**Given entries**
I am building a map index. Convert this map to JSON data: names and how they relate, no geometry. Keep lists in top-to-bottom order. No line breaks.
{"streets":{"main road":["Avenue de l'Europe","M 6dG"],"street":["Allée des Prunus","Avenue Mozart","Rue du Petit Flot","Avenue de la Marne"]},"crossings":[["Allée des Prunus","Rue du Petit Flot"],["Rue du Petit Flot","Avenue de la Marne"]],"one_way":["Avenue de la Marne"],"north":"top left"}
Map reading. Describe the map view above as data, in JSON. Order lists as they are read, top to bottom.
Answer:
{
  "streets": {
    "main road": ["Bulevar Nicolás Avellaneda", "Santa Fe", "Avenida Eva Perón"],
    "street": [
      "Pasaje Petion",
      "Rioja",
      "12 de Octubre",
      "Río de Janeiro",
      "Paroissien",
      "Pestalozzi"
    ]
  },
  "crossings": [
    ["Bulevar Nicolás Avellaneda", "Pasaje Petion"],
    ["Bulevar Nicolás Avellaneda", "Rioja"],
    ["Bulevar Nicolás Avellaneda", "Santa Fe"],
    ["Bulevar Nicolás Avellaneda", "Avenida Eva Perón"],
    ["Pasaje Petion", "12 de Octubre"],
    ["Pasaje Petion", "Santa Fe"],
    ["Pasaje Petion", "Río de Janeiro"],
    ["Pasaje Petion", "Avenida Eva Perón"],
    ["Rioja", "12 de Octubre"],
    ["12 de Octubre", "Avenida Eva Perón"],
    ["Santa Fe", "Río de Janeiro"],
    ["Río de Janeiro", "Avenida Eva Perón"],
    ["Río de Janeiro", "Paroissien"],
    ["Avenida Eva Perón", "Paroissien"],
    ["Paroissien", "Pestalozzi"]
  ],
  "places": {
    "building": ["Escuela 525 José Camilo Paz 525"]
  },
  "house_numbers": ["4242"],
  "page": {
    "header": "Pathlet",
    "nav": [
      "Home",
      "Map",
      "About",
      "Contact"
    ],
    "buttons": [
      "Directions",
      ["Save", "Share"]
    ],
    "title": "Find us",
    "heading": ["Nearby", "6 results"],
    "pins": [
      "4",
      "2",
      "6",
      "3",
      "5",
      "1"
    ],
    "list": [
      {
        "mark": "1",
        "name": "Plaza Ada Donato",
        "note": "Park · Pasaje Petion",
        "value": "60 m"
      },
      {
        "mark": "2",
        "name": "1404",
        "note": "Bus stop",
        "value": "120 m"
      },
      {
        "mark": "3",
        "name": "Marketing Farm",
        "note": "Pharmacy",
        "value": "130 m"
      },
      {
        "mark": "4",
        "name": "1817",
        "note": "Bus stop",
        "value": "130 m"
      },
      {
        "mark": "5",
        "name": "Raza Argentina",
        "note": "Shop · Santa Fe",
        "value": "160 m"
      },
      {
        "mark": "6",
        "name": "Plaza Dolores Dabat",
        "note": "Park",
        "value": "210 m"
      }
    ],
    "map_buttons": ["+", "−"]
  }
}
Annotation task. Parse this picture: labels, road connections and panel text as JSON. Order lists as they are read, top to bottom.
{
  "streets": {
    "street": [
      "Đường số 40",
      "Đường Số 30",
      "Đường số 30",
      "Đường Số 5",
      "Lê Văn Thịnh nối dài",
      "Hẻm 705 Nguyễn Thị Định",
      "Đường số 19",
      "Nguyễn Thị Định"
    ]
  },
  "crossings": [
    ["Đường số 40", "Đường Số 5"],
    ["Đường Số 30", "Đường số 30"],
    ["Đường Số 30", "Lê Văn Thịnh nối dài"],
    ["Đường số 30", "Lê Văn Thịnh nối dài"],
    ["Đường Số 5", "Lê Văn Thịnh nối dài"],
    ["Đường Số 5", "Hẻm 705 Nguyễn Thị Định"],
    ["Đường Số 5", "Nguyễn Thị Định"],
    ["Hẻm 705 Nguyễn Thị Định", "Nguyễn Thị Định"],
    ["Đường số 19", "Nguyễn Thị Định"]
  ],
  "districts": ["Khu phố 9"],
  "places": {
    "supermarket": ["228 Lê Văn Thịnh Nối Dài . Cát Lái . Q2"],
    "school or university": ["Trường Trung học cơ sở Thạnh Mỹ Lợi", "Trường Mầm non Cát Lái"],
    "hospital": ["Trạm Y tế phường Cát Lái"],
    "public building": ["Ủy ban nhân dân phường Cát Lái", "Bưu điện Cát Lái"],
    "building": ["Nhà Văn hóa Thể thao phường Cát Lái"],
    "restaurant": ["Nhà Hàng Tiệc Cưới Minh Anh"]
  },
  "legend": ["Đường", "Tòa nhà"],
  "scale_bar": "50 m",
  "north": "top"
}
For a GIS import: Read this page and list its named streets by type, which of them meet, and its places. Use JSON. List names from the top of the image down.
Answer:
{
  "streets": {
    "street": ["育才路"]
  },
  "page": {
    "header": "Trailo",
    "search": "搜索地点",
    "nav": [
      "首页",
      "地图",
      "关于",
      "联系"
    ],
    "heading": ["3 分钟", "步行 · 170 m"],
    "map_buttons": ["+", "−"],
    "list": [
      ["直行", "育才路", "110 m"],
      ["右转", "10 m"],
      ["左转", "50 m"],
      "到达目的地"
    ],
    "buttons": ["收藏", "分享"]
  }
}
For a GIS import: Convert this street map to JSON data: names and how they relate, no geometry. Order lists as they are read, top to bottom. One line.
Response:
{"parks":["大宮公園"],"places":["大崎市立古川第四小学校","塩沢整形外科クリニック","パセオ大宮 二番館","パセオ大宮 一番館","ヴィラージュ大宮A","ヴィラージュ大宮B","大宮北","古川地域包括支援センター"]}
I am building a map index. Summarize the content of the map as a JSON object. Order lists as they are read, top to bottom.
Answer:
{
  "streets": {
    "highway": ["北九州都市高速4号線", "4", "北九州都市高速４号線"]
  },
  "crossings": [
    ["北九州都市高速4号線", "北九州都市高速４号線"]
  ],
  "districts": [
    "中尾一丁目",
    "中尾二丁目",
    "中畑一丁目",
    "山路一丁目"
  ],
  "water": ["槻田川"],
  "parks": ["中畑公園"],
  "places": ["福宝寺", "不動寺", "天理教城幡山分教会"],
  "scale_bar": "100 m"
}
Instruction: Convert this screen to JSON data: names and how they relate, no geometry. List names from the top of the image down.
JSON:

**What to produce**
Exactly as written, give the line containing "For a GIS import: Read" and all remaining lines of the records.

**Solution to this exercise**
For a GIS import: Read this page and list its named streets by type, which of them meet, and its places. Use JSON. List names from the top of the image down.
Answer:
{
  "streets": {
    "street": ["育才路"]
  },
  "page": {
    "header": "Trailo",
    "search": "搜索地点",
    "nav": [
      "首页",
      "地图",
      "关于",
      "联系"
    ],
    "heading": ["3 分钟", "步行 · 170 m"],
    "map_buttons": ["+", "−"],
    "list": [
      ["直行", "育才路", "110 m"],
      ["右转", "10 m"],
      ["左转", "50 m"],
      "到达目的地"
    ],
    "buttons": ["收藏", "分享"]
  }
}
For a GIS import: Convert this street map to JSON data: names and how they relate, no geometry. Order lists as they are read, top to bottom. One line.
Response:
{"parks":["大宮公園"],"places":["大崎市立古川第四小学校","塩沢整形外科クリニック","パセオ大宮 二番館","パセオ大宮 一番館","ヴィラージュ大宮A","ヴィラージュ大宮B","大宮北","古川地域包括支援センター"]}
I am building a map index. Summarize the content of the map as a JSON object. Order lists as they are read, top to bottom.
Answer:
{
  "streets": {
    "highway": ["北九州都市高速4号線", "4", "北九州都市高速４号線"]
  },
  "crossings": [
    ["北九州都市高速4号線", "北九州都市高速４号線"]
  ],
  "districts": [
    "中尾一丁目",
    "中尾二丁目",
    "中畑一丁目",
    "山路一丁目"
  ],
  "water": ["槻田川"],
  "parks": ["中畑公園"],
  "places": ["福宝寺", "不動寺", "天理教城幡山分教会"],
  "scale_bar": "100 m"
}
Instruction: Convert this screen to JSON data: names and how they relate, no geometry. List names from the top of the image down.
JSON:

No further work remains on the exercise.